WHAT YOU ARE ASKED TO DO = Using the records that follow, copy every line containing the word "lineWidth".

Dataset entries
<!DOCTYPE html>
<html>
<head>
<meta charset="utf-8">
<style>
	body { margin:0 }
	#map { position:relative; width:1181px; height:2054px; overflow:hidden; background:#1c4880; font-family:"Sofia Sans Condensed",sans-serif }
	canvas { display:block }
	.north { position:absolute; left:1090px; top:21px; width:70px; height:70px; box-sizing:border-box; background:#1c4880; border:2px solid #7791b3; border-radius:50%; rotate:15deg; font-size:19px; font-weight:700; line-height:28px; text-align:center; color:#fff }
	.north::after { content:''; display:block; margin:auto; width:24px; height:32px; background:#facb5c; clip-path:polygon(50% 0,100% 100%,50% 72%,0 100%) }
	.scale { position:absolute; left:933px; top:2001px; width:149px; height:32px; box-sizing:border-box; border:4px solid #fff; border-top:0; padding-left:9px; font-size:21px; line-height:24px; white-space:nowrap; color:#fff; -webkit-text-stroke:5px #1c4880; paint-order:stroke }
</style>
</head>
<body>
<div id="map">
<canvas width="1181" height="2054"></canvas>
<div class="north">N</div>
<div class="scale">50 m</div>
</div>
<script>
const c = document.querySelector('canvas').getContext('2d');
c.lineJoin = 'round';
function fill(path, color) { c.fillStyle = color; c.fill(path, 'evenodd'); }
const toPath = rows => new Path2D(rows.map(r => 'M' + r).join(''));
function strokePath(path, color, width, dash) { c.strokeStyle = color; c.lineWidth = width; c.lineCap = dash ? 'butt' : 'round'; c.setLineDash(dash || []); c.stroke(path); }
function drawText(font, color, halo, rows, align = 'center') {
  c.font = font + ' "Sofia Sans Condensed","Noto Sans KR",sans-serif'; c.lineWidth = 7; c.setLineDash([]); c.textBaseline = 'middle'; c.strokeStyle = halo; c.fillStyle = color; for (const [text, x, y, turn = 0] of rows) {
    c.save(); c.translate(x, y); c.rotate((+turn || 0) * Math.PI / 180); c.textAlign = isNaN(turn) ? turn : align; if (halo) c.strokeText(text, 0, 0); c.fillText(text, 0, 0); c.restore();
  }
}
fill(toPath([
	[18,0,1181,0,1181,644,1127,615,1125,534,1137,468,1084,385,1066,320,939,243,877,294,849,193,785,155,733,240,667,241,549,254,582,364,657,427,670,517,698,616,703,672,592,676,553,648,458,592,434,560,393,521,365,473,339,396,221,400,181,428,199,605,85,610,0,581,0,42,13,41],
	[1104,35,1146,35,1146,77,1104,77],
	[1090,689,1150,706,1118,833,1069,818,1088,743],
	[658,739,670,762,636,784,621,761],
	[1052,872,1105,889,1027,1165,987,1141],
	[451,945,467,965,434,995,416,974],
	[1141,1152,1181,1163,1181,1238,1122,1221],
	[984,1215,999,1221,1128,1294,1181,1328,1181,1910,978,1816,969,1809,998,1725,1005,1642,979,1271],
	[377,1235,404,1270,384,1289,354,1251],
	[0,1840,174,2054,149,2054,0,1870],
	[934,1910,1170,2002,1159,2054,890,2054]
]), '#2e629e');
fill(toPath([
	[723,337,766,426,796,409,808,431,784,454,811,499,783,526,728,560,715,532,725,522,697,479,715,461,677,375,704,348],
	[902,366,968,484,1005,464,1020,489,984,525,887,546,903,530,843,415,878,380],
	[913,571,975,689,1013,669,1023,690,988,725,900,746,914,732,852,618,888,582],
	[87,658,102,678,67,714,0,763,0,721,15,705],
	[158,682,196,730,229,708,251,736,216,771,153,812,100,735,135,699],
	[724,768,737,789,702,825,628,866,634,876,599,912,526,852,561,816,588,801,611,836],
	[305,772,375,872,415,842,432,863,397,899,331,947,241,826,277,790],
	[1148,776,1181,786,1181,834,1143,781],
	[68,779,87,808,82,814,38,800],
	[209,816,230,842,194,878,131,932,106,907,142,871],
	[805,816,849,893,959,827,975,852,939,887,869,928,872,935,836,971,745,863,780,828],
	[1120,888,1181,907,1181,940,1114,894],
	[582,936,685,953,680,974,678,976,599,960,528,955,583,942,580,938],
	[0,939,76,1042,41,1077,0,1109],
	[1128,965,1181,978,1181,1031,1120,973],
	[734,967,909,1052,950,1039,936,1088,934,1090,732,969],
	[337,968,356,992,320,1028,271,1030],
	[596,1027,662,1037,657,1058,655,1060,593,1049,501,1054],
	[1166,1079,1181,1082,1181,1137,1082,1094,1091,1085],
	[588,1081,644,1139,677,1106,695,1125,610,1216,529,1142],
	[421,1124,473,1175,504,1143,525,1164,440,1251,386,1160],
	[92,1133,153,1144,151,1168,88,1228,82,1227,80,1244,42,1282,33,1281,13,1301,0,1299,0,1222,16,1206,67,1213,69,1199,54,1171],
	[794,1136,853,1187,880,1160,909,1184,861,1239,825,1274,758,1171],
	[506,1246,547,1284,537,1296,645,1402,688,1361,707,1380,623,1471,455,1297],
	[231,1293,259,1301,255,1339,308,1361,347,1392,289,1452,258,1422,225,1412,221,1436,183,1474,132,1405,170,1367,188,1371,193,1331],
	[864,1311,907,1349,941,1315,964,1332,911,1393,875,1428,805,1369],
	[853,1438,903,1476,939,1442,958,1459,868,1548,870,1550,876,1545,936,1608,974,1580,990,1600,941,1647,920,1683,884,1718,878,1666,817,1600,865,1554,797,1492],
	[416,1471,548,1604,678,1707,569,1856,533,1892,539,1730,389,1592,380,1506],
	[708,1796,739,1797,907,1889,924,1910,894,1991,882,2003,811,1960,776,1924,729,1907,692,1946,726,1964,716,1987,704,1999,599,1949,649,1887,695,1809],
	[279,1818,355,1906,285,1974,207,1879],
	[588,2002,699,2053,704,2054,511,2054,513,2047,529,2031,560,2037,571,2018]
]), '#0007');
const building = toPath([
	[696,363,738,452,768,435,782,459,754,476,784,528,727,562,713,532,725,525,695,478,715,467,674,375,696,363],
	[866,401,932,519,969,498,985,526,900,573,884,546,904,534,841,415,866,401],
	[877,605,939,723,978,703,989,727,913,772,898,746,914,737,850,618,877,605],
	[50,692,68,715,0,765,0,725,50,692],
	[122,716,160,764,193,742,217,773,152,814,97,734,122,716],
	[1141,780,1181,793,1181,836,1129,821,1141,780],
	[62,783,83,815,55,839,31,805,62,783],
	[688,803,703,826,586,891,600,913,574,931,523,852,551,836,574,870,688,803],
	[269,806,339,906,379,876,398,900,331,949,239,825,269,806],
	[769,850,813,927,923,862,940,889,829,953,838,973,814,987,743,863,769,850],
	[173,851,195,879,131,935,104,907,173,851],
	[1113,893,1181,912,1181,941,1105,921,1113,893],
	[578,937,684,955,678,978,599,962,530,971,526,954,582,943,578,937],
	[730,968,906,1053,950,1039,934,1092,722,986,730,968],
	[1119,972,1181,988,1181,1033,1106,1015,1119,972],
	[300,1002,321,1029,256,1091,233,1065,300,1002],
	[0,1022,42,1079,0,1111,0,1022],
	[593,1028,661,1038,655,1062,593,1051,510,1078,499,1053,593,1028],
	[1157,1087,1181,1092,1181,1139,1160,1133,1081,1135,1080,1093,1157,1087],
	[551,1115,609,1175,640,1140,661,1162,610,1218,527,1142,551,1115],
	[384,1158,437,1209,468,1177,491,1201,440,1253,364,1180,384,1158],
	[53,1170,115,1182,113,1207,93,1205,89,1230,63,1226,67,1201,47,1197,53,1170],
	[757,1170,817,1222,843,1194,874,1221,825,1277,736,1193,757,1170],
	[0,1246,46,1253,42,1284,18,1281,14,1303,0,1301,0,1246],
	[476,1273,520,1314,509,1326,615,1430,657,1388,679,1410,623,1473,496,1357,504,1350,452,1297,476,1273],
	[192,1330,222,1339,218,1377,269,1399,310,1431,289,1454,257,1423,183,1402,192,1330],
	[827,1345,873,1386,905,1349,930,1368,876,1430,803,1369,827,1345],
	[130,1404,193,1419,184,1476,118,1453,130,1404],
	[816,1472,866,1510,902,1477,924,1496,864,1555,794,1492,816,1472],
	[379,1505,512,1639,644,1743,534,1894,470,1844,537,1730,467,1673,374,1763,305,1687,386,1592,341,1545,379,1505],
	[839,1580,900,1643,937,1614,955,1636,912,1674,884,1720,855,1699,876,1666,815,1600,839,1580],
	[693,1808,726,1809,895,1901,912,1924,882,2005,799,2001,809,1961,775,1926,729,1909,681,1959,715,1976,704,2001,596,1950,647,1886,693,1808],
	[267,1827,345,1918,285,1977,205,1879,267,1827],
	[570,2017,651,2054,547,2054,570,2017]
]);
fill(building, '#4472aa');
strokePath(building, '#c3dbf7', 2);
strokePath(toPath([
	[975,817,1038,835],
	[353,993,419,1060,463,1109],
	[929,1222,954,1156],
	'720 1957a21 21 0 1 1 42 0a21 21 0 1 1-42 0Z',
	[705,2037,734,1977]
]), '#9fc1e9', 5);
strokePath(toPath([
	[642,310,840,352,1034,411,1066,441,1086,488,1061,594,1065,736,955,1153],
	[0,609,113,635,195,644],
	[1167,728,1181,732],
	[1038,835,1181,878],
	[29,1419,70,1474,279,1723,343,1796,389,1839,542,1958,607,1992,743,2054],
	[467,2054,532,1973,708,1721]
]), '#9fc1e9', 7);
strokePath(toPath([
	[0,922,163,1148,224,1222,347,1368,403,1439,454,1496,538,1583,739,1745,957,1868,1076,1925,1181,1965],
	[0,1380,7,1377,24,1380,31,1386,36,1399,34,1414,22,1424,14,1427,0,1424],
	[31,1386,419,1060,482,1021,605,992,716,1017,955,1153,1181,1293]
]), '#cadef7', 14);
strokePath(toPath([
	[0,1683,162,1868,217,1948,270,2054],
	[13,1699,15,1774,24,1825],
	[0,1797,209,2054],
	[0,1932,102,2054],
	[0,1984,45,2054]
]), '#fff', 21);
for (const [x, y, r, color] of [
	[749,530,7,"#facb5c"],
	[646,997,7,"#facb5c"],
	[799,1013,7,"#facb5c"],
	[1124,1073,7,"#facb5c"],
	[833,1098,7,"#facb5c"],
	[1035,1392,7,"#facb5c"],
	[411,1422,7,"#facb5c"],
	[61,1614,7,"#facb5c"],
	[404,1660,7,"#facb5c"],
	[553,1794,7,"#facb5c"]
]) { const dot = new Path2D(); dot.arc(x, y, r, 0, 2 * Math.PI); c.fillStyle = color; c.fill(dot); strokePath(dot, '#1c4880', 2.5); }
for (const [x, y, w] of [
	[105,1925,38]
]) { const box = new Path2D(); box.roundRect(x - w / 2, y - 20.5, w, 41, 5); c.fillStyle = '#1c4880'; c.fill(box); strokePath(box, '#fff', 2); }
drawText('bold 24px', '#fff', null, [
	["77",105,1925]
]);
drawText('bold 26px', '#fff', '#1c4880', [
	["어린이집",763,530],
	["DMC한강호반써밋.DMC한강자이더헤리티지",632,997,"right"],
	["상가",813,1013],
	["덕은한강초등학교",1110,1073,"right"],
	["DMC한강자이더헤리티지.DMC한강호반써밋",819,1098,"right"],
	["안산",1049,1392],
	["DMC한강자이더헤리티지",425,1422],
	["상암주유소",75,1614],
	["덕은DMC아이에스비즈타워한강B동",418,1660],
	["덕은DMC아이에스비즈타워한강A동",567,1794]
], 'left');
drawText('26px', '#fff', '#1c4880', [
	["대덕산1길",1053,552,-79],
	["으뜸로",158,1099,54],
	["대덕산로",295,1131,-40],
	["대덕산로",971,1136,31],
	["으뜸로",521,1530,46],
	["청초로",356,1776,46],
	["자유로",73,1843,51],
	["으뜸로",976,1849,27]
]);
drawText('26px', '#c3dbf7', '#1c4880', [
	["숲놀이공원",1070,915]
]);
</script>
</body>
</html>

EXERCISE RESPONSE =
function strokePath(path, color, width, dash) { c.strokeStyle = color; c.lineWidth = width; c.lineCap = dash ? 'butt' : 'round'; c.setLineDash(dash || []); c.stroke(path); }
  c.font = font + ' "Sofia Sans Condensed","Noto Sans KR",sans-serif'; c.lineWidth = 7; c.setLineDash([]); c.textBaseline = 'middle'; c.strokeStyle = halo; c.fillStyle = color; for (const [text, x, y, turn = 0] of rows) {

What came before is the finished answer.